Dünyada ve Türkiye’de ekonomiler dayanıklılık testinden geçiyor. Emtia fiyatları artıyor, dolar çıkıyor, enflasyon tüm ulusların derdi ve finansal dalgalanmalar, gelecek tahminin zorlaştırıyor. Böylesi puslu havalarda geleceği tahminin en isabetli yolu, onu inşa etmekten geçer.
İş yapma kültürü, teknolojinin de etkisiyle köklü değişiklikler yaşıyor. Mülkiyet kavramı, müşteri ilişkileri, çalışan tanımı dâhil pek çok alanda yeni ve farklı oluşumlar yaşanırken işletmelerin birincil önceliği, verimliliği artırmak olmalıdır. Sürdürülebilirlik ancak böyle sağlanabilecektir.
İŞ, İLİŞKİ, İLETİŞİM, BİLGİ SÜREÇLERİ
Verimlilik, daha az kaynakla daha fazla çıktının genel tanımıdır. İşletme vardır, teknolojisi eskimiştir onu yeniler ve verimi artırır. İşletme vardır, iş süreçleri eskimiştir, onu yeniler verimini artırır. İşletme vardır, ilişki süreçleri eskimiştir, onu yeniler verimini artırır.
Ancak çağımızda iletişim süreçleri de yenilenme ihtiyacı içindedir. Çalışan, ortak, paydaş, kamu, müşteriler ile iletişimin dilini diri ve duru hale getirmek, verimlilik için hayati adım olacaktır. Bir de daha önce olmayan, bilgi süreçlerini gözden geçirmeli, yoksa var etmeli varsa geliştirmeli.
KABİLİYET HAVUZU PROBLEMİ
Burada benim hayati derecede önem verdiğim, işletmelerin elindeki insan kaynağı verimdir. Çoğu kişi bunun ücretle bağlantılı olduğunu savunur. Doğrudur ama tam olarak bu değildir. Zira işletmeler, giderek karmaşık hale gelen iş, iletişim, ilişki ve bilgi süreçleri içinde kabiliyetlere sahip olmalıdır.
Geleneksel insan kaynakları, CV siloları haline gelmiştir ve diploma yığınlarıyla doludur. Üstelik artık değersizleşen diplomalara, sertifikalar eklemekte ama çalışanının kabiliyetleriyle ilgilenmektedir. Oysa işletmenin gerçek zenginliği, sahip olduğu kabiliyet havuzunun hacmiyle ölçülmelidir.
İKİ SORU İKİ CEVAP
Kabiliyet envanteri nasıl çıkarılır?
Patronun birincil görevleri arasında doğru yöneticiyi bulmak olmalıdır. İK’nın başında yetkin biri varsa işletmeniz diploma biriktirmek yerine kabiliyet kâşifi gibi çalışır ve sizin işletmenin ihtiyaçlarından da öteye taşarak, kurumunuza yeni kaslar kazandırır, iş ve fırsat alanları açabilir.
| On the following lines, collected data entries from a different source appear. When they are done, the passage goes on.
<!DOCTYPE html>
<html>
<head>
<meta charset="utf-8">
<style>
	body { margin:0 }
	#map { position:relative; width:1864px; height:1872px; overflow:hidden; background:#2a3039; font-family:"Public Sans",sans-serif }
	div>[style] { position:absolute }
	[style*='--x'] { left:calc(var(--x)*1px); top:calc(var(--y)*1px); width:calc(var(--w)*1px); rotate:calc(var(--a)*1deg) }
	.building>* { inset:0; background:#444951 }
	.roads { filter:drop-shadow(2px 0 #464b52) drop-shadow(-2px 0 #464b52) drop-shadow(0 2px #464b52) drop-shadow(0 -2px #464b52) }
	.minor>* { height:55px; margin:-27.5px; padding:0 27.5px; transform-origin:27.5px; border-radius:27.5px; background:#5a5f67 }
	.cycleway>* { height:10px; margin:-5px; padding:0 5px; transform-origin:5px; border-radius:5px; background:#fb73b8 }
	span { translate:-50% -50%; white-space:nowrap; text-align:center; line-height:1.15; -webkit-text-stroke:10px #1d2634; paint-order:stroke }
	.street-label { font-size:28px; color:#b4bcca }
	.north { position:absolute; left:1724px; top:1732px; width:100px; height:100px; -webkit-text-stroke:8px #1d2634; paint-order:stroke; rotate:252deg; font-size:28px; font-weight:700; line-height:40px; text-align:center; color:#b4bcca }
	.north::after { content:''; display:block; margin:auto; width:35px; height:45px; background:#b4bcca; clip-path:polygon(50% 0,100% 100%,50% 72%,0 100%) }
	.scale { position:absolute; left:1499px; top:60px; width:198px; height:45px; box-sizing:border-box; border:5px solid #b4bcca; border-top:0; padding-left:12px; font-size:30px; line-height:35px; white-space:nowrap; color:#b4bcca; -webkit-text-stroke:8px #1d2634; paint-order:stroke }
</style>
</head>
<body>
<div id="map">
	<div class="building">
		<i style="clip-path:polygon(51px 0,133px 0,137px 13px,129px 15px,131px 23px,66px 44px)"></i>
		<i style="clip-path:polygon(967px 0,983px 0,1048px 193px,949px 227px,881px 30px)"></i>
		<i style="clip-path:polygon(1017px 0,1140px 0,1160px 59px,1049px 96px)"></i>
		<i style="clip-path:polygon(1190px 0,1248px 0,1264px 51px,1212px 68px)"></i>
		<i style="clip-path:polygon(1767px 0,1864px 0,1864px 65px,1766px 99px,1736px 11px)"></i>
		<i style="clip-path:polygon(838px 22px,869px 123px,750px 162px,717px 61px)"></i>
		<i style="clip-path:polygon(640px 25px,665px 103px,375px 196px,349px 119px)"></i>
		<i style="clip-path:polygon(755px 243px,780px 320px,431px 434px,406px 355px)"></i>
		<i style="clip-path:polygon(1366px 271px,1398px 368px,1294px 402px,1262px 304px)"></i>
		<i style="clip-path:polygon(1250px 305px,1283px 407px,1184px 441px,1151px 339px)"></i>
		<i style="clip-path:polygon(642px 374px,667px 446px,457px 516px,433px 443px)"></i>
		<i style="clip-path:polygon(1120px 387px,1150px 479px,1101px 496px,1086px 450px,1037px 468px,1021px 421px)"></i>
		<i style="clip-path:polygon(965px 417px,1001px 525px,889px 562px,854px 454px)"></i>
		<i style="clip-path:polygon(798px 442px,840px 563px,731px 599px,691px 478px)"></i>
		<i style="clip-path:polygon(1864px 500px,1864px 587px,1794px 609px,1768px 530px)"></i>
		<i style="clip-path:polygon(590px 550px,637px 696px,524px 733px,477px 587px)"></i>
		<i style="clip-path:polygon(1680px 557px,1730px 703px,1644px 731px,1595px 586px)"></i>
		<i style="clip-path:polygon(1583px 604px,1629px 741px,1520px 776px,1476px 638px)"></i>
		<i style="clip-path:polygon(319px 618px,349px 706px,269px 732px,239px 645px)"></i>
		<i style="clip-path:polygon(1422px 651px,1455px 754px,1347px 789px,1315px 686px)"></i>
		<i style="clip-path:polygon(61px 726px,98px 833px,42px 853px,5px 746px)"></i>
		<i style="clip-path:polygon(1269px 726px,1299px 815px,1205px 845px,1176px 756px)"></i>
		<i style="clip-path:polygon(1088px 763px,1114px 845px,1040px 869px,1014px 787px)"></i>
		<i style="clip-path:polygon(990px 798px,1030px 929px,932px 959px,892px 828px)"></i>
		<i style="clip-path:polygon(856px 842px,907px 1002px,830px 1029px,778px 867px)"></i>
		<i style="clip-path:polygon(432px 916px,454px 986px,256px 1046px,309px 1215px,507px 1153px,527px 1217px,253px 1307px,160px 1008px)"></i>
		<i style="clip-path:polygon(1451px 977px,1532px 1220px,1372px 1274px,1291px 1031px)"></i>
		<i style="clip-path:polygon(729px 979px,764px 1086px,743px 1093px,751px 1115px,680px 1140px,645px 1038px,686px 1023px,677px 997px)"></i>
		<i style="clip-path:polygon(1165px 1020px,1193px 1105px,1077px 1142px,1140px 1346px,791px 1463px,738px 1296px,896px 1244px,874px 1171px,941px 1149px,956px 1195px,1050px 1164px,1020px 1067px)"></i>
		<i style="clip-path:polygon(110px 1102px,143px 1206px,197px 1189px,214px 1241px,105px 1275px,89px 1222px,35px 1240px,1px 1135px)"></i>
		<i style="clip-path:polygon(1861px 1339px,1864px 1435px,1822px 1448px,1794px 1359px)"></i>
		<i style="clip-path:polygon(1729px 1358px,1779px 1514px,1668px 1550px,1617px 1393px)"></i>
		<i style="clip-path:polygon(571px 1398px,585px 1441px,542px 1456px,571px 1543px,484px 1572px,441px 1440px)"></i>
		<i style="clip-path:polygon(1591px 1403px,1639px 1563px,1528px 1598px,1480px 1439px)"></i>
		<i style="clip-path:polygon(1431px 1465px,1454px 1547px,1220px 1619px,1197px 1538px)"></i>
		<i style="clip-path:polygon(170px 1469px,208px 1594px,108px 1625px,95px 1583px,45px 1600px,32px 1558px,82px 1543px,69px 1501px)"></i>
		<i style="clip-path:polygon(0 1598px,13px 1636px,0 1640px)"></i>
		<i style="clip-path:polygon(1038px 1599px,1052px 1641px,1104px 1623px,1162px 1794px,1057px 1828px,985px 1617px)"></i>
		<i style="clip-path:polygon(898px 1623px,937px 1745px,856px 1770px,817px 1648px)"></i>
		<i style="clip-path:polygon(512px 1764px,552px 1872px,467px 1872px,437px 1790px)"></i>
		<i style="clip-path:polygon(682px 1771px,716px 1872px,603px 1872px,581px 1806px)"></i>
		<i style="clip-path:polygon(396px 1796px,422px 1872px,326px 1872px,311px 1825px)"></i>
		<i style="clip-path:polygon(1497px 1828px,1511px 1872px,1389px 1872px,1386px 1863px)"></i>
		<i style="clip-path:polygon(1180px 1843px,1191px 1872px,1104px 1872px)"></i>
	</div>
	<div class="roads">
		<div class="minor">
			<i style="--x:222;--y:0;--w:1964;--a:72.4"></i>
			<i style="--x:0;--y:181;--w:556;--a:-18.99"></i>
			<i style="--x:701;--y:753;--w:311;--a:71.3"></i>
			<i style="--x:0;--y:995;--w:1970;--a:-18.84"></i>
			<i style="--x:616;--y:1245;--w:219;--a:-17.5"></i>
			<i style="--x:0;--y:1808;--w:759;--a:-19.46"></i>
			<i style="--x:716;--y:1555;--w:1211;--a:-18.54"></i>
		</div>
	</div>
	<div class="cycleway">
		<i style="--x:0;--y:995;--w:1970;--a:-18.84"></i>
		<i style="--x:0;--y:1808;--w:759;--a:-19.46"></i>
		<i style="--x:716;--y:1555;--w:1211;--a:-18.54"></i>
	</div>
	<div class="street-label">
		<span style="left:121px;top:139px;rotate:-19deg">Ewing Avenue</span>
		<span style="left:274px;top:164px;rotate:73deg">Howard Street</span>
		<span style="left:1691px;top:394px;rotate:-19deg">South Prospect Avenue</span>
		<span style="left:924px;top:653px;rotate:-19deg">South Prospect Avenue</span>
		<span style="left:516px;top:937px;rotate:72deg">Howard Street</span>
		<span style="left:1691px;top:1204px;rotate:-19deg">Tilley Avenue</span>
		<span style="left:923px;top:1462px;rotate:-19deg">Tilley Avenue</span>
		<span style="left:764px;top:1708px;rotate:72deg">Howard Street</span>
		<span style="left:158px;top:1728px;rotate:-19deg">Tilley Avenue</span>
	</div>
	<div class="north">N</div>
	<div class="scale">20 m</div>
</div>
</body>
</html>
Kabiliyeti nasıl elde tutabiliriz?
Bunun altın kuralı şudur; Çalışanını öylesine iyi yetiştir ki her yerde iş bulabilsin, her yere gidebilsin. Yine aynı çalışana öyle iyi davran ki seni bırakıp hiçbir yere gitmek istemesin.
NOT
YENİ MEZUN GİREMEZ
İşletmeler bir yandan değişen nesle hitap etmek istiyor fakat diğer yandan yeni nesle fırsat tanımakta iştahlı davranmıyor. Öyle İK’lar bilirim ki yeni mezundan 3-5 yıllık tecrübe isteyecek kadar alan körlüğü içindedirler.
Verimliliğin var olmakla yok olmak ayırtında hayati hale geldiği bu zor zamanlarda işletmeler, Z kuşağı olsun, genç kabiliyetler olsun, farklı ve yeni fikirlerle dolu insanlar olsun; tüm bu kabiliyetlere kucak açabilmelidir. Eskiden işletmelerde İK yoktu, personel şefliği adı altında, insan sarrafı babacan birileri veya halden anlayan hanımlar vardı. Onları yok ettik, İK birimi kurduk, iyi mi ettik diye sorgulamayı unuttuk.